Кругом была тишина и безлюдье, только изредка выли собаки, и где-то далеко-далеко в камышах голодно отзывался шакал.

Другой немец спросил:

– Почему, доктор, ты удержал истину? Старый дикарь явно отравлен.

– Я много наблюдал эти и иные страны. Московиты, узнав от врача правду о насильственной смерти, убивают не виновника ее, а того, кто вывел им причину смерти, ибо преступник далеко, но возмущение тревожит сердце варвара… Эти же, кому пришли мы свидетельствовать о смерти, еще более дики, чем московиты, и невоздержны в побуждениях, подобно римским легионерам: в походе они убивают даже своих начальников и возводят других… Убить для них – высшее наслаждение, потому им правда не нужна! Мой друг, мы в сердце самой Скифии, а не в Европе… Заработав от них плату за наше беспокойство, мы за сохранение жизни своей обязаны благодарить всевышнего бога, что можем еще приносить пользу той стране, которая дала нам жизнь…

Немцы говорили на гольштинском наречии.

– Какая прекрасная женщина находится при этом варваре!

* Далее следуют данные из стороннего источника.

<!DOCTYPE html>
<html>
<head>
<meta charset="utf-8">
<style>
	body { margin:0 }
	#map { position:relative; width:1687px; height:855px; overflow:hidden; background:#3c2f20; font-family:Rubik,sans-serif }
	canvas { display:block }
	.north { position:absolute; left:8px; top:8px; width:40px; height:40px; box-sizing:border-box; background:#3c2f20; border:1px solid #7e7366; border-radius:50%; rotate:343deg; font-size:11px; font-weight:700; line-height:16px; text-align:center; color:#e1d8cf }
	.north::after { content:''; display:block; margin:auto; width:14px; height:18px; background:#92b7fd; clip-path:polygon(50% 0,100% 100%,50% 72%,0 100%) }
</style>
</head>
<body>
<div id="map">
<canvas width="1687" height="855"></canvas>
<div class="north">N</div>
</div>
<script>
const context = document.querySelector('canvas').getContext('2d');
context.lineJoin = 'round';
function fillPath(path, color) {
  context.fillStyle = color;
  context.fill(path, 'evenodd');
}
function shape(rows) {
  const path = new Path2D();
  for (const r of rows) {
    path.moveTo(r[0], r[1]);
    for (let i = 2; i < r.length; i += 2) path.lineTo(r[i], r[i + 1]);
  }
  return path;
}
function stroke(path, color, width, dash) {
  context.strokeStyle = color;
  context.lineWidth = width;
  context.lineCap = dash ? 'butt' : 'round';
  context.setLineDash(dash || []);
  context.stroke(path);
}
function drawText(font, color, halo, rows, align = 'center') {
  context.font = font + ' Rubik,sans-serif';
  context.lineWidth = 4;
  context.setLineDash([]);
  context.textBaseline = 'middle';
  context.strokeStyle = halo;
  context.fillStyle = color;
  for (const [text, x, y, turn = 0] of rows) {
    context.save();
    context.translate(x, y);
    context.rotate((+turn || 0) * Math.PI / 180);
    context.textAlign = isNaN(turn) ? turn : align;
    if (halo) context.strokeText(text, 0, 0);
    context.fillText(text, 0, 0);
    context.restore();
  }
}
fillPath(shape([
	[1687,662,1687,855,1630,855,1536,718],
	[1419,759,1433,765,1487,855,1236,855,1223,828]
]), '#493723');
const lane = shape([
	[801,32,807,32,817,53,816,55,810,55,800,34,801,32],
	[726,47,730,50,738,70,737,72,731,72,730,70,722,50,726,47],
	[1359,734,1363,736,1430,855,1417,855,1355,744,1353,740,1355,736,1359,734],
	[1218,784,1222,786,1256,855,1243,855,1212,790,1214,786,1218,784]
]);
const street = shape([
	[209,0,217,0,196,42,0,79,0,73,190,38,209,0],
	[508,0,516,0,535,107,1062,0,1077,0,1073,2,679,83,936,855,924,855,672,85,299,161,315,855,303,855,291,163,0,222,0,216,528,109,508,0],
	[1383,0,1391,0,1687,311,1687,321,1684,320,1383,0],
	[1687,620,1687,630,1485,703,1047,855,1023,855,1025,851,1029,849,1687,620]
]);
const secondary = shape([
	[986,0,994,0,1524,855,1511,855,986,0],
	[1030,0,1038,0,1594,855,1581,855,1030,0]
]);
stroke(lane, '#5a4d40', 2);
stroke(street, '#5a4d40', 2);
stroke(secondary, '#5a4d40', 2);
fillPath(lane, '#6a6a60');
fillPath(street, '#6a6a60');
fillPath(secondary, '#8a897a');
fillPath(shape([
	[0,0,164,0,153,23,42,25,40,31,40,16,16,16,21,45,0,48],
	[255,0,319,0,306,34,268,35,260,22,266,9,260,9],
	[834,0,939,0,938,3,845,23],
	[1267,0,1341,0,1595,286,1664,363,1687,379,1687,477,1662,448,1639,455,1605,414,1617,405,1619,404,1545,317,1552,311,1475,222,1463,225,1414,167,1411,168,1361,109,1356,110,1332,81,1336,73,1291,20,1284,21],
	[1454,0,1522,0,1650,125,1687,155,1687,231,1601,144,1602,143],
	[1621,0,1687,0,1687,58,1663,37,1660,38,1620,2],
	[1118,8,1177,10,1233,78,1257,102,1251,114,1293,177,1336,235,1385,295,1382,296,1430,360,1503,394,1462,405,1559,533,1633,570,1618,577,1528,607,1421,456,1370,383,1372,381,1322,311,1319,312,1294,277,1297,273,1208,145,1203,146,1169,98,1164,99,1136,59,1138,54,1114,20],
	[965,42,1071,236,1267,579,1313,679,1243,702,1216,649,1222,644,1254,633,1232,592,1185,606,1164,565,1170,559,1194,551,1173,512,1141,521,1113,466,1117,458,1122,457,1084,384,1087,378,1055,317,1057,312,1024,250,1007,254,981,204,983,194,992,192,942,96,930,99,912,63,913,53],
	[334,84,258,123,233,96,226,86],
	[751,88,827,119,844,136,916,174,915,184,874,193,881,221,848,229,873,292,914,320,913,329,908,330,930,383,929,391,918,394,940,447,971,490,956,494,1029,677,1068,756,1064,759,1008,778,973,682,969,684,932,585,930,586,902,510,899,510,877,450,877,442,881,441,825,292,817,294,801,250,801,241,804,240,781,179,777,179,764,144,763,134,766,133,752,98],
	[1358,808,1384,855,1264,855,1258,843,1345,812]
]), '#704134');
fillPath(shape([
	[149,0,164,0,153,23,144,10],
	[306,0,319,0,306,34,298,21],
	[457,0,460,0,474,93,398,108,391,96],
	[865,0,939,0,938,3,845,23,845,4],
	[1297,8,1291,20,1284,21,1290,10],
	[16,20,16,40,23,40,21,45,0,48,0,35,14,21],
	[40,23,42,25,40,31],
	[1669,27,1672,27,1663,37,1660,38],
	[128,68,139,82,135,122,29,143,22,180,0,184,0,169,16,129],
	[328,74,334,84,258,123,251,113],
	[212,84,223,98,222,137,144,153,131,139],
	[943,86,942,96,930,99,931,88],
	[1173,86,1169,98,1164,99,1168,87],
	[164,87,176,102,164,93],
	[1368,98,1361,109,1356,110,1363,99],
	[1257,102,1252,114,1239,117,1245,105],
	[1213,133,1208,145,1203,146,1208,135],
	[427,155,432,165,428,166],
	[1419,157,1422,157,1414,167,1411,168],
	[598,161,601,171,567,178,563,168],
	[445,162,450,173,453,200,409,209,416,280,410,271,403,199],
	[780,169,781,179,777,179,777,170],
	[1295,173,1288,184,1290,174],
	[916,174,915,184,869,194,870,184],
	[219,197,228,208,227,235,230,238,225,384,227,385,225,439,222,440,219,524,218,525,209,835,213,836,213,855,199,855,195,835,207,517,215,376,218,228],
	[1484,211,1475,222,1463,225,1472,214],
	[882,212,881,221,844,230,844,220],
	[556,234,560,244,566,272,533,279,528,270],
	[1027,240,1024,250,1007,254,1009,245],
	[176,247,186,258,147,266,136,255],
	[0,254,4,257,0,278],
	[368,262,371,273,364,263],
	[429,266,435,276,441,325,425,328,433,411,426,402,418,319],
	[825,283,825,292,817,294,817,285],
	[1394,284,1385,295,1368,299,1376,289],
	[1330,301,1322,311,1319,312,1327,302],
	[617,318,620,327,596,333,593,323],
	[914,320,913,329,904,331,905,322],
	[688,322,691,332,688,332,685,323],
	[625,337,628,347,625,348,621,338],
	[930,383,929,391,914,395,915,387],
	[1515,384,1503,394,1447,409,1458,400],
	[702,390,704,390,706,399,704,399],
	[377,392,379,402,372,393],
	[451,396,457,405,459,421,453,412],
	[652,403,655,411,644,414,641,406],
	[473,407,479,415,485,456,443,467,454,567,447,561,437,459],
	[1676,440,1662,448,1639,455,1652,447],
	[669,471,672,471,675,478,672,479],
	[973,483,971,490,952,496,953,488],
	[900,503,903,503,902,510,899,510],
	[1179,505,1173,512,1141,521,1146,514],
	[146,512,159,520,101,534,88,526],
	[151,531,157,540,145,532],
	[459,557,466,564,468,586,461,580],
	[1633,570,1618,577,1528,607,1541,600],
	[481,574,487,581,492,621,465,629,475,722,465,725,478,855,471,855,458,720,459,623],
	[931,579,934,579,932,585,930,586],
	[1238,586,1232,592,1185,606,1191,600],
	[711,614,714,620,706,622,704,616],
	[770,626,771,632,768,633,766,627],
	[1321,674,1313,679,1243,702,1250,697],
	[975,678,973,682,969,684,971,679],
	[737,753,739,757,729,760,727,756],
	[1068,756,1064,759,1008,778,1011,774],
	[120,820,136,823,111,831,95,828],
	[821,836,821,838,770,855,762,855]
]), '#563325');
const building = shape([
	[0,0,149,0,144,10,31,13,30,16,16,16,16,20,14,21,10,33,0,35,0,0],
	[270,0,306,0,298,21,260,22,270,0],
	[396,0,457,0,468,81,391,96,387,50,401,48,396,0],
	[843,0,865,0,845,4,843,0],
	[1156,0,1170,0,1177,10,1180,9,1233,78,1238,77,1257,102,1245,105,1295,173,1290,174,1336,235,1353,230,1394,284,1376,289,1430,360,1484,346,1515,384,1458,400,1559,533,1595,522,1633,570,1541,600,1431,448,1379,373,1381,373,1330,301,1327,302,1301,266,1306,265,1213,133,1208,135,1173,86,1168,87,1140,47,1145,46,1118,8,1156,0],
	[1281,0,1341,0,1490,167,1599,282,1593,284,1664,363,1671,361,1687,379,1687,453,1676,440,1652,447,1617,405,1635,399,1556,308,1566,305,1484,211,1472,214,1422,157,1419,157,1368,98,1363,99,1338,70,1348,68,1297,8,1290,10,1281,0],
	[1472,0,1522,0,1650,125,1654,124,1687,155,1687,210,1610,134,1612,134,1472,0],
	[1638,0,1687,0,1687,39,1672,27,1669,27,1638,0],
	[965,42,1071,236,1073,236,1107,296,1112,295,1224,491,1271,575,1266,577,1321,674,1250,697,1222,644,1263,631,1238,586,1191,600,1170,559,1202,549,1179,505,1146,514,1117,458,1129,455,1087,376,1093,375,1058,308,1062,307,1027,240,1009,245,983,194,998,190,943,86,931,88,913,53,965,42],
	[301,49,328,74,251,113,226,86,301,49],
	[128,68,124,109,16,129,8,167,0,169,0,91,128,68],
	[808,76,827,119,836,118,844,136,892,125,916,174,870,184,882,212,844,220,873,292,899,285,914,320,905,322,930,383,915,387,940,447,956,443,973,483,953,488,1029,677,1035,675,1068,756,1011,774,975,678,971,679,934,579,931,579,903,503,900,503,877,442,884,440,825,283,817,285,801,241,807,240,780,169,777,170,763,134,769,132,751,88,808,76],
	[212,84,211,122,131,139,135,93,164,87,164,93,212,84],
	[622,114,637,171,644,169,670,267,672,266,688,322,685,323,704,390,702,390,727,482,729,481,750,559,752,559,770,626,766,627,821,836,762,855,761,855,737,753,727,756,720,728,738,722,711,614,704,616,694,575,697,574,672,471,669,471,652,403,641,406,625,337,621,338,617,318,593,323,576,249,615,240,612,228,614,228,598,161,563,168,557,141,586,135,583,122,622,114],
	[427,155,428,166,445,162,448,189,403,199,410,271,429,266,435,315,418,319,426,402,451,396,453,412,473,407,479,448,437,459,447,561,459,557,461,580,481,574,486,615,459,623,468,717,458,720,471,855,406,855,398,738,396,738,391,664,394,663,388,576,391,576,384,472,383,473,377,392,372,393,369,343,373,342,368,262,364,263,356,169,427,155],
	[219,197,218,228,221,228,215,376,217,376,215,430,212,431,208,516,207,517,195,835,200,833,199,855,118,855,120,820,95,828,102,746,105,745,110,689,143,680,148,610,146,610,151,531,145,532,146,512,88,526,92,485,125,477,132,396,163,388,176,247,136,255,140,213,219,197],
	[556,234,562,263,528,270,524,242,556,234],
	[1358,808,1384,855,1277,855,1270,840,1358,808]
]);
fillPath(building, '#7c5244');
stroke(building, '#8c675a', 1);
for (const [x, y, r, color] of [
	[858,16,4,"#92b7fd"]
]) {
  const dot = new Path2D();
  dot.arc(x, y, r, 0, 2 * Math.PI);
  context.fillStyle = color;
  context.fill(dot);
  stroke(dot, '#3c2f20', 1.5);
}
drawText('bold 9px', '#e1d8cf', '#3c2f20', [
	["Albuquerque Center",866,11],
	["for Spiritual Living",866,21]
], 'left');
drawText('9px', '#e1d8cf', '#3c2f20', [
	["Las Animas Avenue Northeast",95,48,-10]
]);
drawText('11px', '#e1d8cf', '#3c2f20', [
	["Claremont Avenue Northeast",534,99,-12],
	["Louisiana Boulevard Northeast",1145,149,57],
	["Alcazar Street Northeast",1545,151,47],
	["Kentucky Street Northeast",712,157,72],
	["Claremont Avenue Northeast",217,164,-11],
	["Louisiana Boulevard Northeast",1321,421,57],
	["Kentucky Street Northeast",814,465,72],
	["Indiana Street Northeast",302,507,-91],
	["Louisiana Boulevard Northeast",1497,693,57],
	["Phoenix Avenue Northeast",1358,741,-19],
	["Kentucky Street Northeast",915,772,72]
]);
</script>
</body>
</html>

Ты посмотрел на нее, доктор?

– О да, у ней могучее тело и детское лицо, но там так темно и, как везде у дикарей, очень скверно воняет шкурами и рыбой… Могу засвидетельствовать: взгляд казака – необыкновенный, голос проникает до сердца. Зная истину, я с трудом удержал ее, чтоб не сказать ему. О, тогда нам пришлось бы бежать отсюда, ибо не знаем мы, какие последствия были бы нашей правды… Я же хочу подождать баньянов, рассчитывающих на барыши от разбойников… Я намереваюсь с купцами поехать в Индию – страну браминов, целебных растений и великих чудес!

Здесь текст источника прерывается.